To do
Pictures do not belong in the copy, so please give every entry below again exactly.

Data for processing

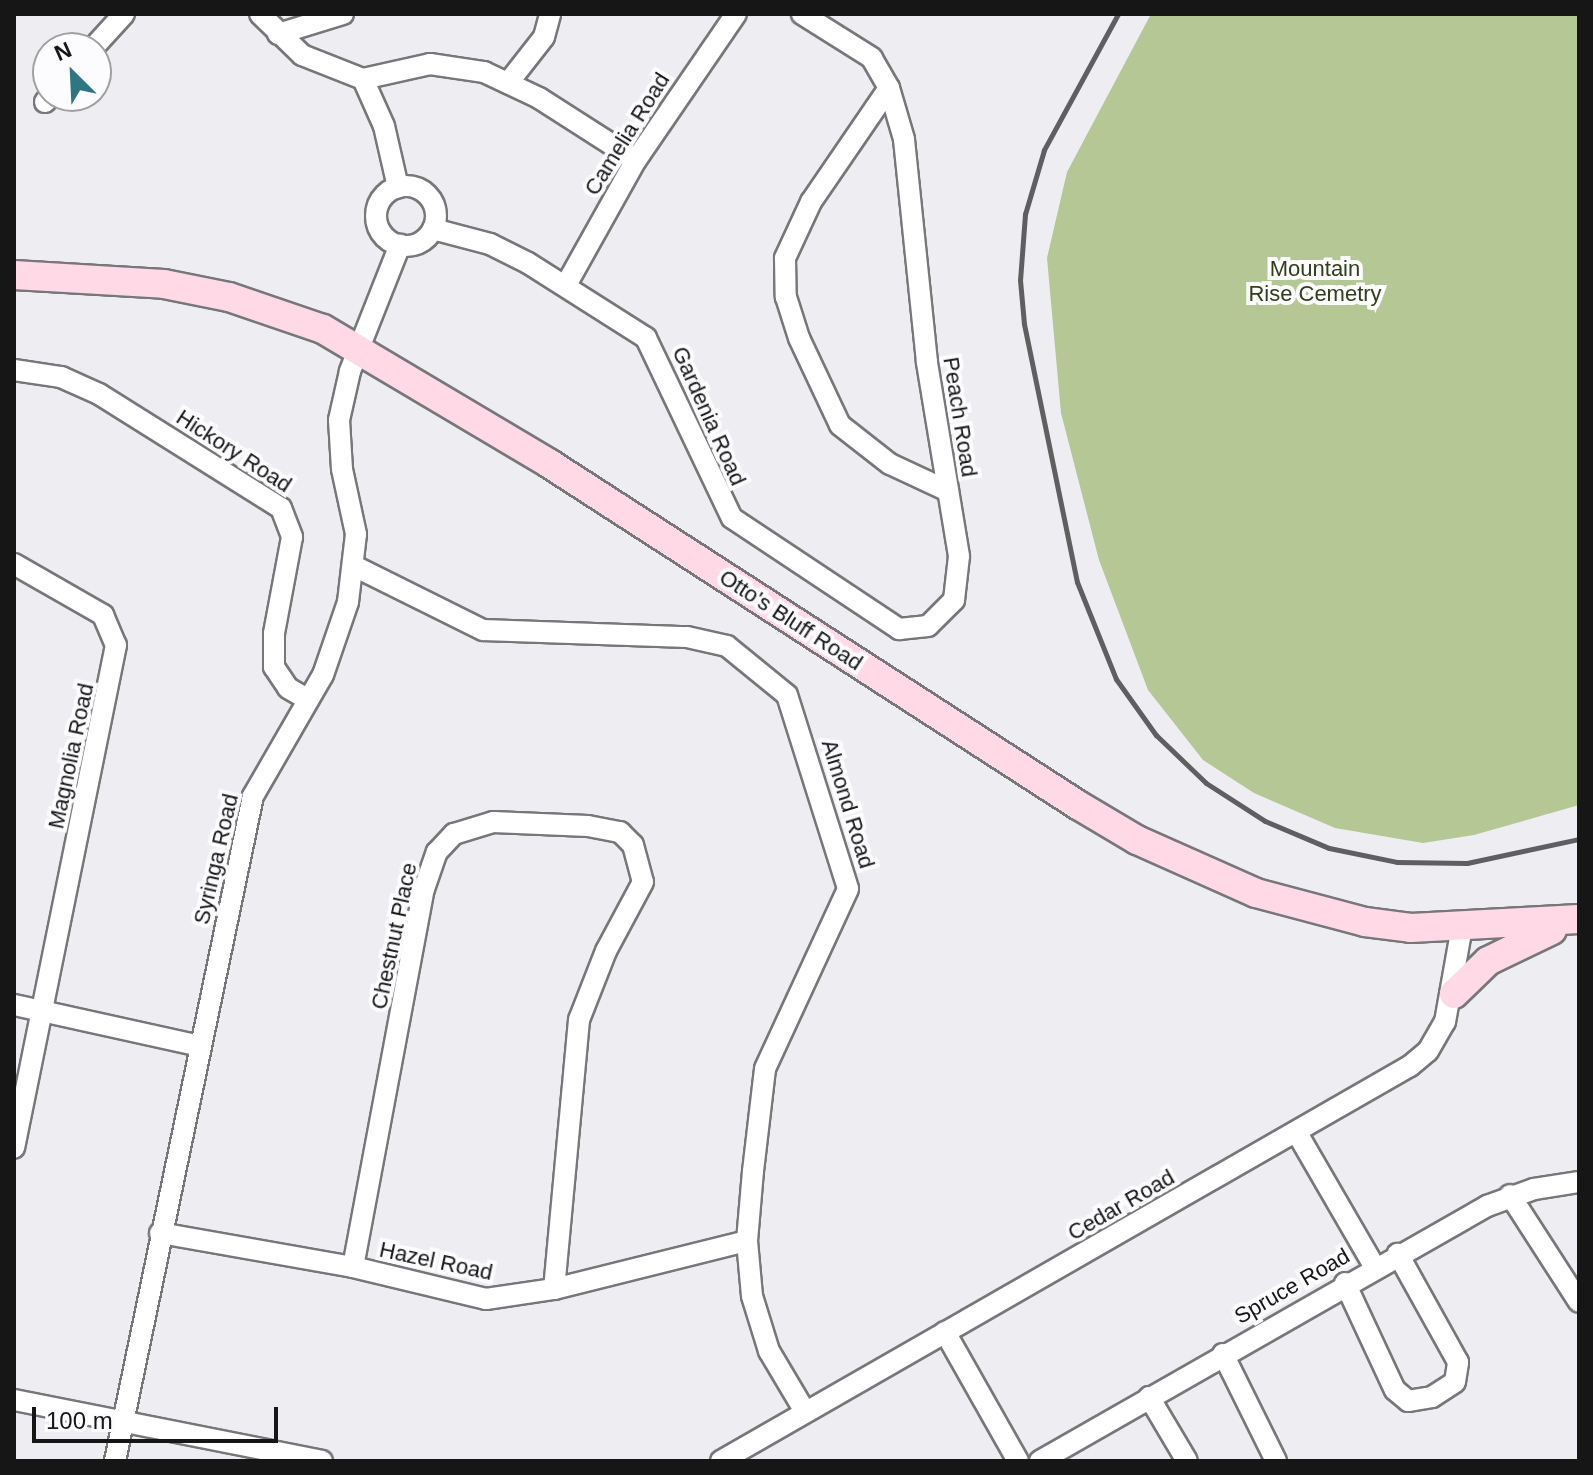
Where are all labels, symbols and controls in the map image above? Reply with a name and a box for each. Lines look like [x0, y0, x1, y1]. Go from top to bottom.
north arrow [32, 32, 112, 112]
text: N [50, 37, 75, 66]
street label: Camelia Road [579, 68, 675, 200]
park label: Mountain Rise Cemetry [1248, 255, 1382, 306]
street label: Gardenia Road [667, 342, 751, 490]
street label: Peach Road [937, 355, 983, 479]
street label: Hickory Road [171, 404, 297, 498]
street label: Otto's Bluff Road [715, 564, 867, 676]
street label: Magnolia Road [43, 681, 99, 831]
street label: Almond Road [816, 736, 880, 872]
street label: Syringa Road [188, 791, 244, 927]
street label: Chestnut Place [366, 860, 422, 1012]
street label: Cedar Road [1063, 1164, 1179, 1246]
street label: Hazel Road [377, 1236, 495, 1286]
street label: Spruce Road [1230, 1242, 1354, 1330]
scale bar [36, 1391, 282, 1441]
text: 100 m [46, 1407, 113, 1434]

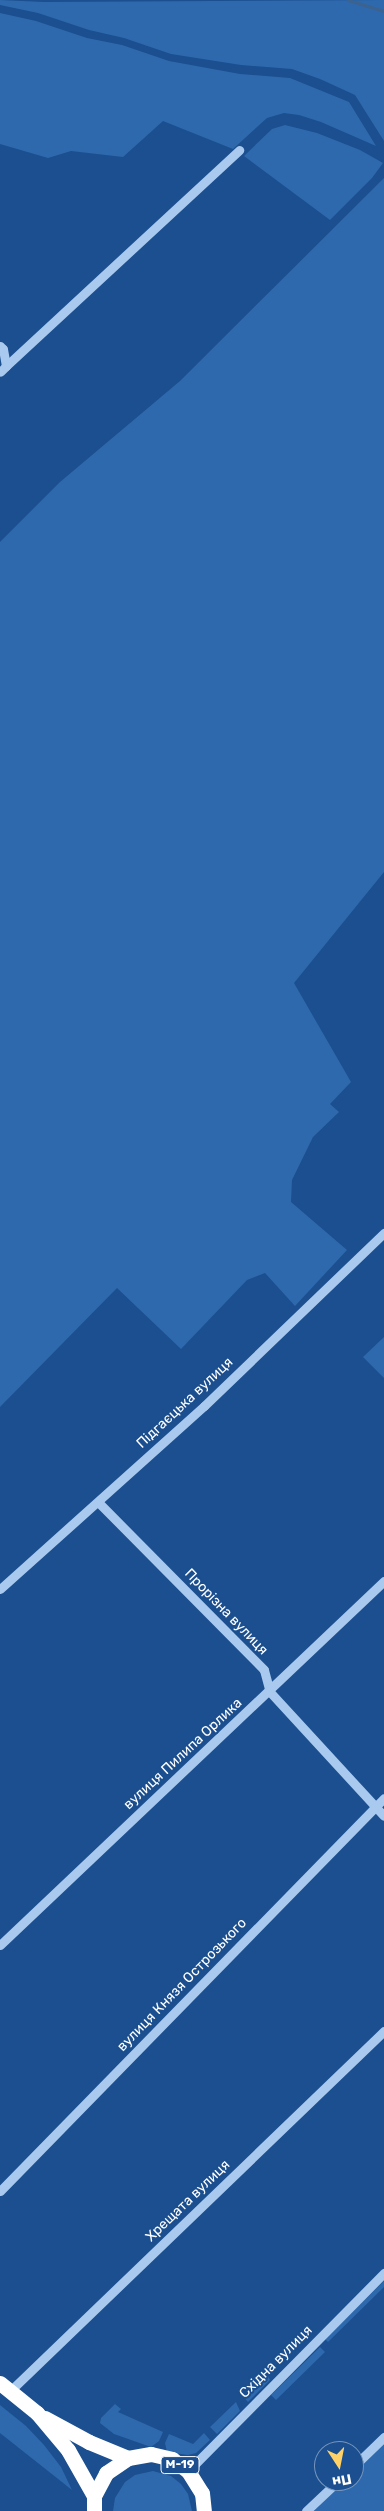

Written response
Where are all labels, symbols and controls in the map image above? Reply with a name and a box for each. Lines look like [x0, y0, x1, y1]. Go from top to bottom.
north arrow [32, 32, 112, 112]
text: N [50, 37, 75, 66]
street label: Camelia Road [579, 68, 675, 200]
park label: Mountain Rise Cemetry [1248, 255, 1382, 306]
street label: Gardenia Road [667, 342, 751, 490]
street label: Peach Road [937, 355, 983, 479]
street label: Hickory Road [171, 404, 297, 498]
street label: Otto's Bluff Road [715, 564, 867, 676]
street label: Magnolia Road [43, 681, 99, 831]
street label: Almond Road [816, 736, 880, 872]
street label: Syringa Road [188, 791, 244, 927]
street label: Chestnut Place [366, 860, 422, 1012]
street label: Cedar Road [1063, 1164, 1179, 1246]
street label: Hazel Road [377, 1236, 495, 1286]
street label: Spruce Road [1230, 1242, 1354, 1330]
scale bar [36, 1391, 282, 1441]
text: 100 m [46, 1407, 113, 1434]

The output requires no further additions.